Entries provided section start

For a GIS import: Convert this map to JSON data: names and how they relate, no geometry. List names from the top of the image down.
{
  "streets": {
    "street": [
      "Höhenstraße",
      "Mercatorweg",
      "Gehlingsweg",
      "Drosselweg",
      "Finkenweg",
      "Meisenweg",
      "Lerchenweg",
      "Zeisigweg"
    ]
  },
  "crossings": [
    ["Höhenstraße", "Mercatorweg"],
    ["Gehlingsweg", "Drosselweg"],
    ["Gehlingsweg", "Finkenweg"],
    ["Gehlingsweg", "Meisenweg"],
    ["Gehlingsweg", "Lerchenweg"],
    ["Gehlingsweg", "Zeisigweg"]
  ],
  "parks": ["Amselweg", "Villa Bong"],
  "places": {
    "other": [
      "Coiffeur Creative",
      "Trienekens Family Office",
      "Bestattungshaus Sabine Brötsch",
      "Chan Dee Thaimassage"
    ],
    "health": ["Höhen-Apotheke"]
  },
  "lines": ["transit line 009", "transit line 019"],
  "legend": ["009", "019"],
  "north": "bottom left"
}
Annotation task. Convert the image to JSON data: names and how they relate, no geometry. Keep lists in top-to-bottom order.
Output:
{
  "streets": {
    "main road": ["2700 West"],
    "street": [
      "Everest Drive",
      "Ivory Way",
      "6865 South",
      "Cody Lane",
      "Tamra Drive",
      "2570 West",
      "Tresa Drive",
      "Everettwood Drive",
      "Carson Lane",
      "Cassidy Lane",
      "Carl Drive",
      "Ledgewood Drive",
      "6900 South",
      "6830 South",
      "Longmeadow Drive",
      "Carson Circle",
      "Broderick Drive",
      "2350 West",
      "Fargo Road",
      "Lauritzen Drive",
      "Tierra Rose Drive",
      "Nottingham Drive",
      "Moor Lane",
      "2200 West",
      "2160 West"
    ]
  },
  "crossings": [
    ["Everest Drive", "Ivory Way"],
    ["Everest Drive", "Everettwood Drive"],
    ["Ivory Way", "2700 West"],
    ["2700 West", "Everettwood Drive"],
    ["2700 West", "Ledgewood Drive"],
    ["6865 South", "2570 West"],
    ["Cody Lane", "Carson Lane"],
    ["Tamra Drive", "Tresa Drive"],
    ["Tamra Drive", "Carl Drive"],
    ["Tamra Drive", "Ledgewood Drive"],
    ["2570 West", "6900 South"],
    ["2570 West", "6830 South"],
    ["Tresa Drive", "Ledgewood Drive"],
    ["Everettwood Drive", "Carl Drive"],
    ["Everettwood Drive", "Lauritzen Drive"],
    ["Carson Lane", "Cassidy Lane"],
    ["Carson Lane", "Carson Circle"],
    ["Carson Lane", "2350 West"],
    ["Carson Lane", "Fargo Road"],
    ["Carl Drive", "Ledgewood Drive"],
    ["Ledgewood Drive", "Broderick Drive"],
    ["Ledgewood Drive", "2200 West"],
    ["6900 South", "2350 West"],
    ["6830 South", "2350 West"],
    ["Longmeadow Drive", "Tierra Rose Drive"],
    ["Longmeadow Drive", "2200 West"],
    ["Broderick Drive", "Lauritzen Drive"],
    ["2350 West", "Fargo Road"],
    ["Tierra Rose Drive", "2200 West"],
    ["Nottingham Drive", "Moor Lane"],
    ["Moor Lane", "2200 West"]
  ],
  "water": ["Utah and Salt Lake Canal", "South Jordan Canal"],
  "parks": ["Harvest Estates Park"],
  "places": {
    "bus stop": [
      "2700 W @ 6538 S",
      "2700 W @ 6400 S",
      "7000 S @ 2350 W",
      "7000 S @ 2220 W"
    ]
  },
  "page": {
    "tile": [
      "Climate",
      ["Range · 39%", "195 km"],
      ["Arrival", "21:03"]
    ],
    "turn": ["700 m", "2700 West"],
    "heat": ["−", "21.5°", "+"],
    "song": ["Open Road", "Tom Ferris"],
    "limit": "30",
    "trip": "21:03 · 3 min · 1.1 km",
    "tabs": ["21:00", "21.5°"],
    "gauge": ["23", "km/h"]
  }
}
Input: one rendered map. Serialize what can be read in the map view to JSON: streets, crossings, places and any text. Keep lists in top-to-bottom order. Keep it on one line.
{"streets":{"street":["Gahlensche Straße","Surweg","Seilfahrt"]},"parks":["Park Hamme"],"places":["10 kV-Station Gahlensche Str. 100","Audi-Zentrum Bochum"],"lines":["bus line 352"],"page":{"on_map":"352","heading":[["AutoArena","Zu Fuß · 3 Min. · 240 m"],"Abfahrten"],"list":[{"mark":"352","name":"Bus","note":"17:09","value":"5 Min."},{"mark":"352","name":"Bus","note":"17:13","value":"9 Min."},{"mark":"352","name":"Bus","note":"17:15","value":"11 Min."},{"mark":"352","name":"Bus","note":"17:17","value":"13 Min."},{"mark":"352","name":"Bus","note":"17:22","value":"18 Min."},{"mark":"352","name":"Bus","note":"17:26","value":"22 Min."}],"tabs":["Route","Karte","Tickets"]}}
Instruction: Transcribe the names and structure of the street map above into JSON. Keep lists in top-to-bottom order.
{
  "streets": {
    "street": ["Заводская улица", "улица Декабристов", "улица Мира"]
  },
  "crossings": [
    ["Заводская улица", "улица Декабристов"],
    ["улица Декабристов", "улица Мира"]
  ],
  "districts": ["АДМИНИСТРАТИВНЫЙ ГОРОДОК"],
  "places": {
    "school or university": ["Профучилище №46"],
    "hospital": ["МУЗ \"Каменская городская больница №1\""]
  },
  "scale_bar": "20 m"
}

Entries provided section end

■ Exercise directions ■
The answer should be only a number: the count of lines in the listing above that contain the word "data".

■ Response to the exercise ■
2